___ INFORMATION SHOWN

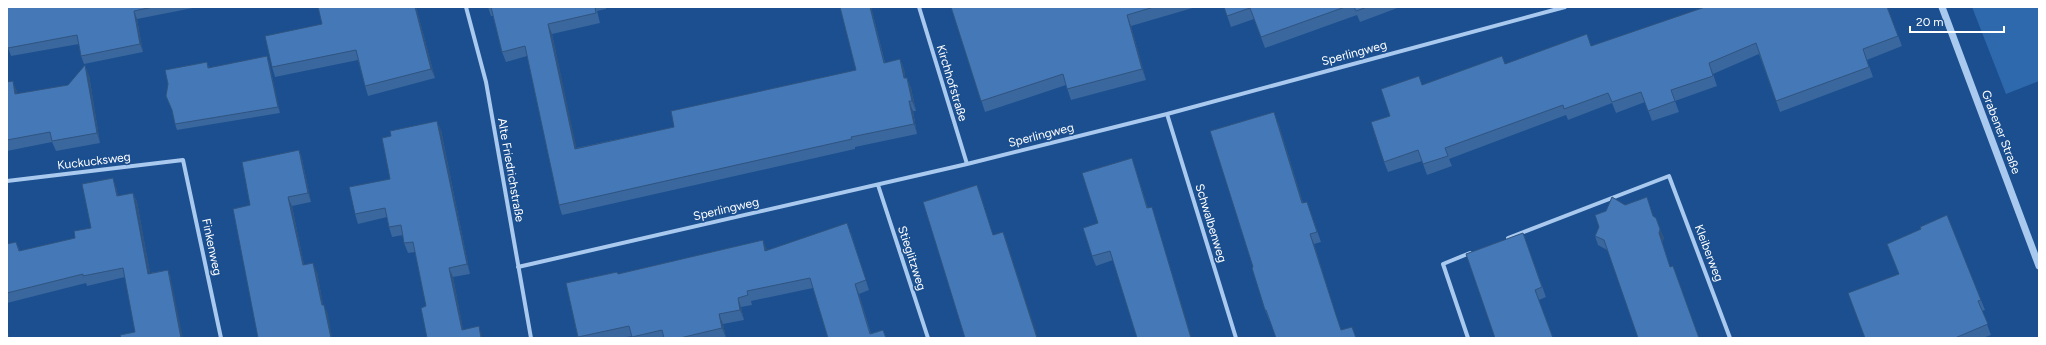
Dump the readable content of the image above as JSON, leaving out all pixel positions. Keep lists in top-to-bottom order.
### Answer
{
  "streets": {
    "street": [
      "Sperlingweg",
      "Kirchhofstraße",
      "Grabener Straße",
      "Kuckucksweg",
      "Alte Friedrichstraße",
      "Schwalbenweg",
      "Finkenweg",
      "Kleiberweg",
      "Stieglitzweg"
    ]
  },
  "crossings": [
    ["Sperlingweg", "Kirchhofstraße"],
    ["Sperlingweg", "Alte Friedrichstraße"],
    ["Sperlingweg", "Schwalbenweg"],
    ["Sperlingweg", "Stieglitzweg"],
    ["Kuckucksweg", "Finkenweg"]
  ],
  "scale_bar": "20 m"
}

______

- **ASSIGNED TASK**
Give back the full listing above word for word, and let no picture through.

- **EXERCISE RESPONSE**
Dump the readable content of the image above as JSON, leaving out all pixel positions. Keep lists in top-to-bottom order.
### Answer
{
  "streets": {
    "street": [
      "Sperlingweg",
      "Kirchhofstraße",
      "Grabener Straße",
      "Kuckucksweg",
      "Alte Friedrichstraße",
      "Schwalbenweg",
      "Finkenweg",
      "Kleiberweg",
      "Stieglitzweg"
    ]
  },
  "crossings": [
    ["Sperlingweg", "Kirchhofstraße"],
    ["Sperlingweg", "Alte Friedrichstraße"],
    ["Sperlingweg", "Schwalbenweg"],
    ["Sperlingweg", "Stieglitzweg"],
    ["Kuckucksweg", "Finkenweg"]
  ],
  "scale_bar": "20 m"
}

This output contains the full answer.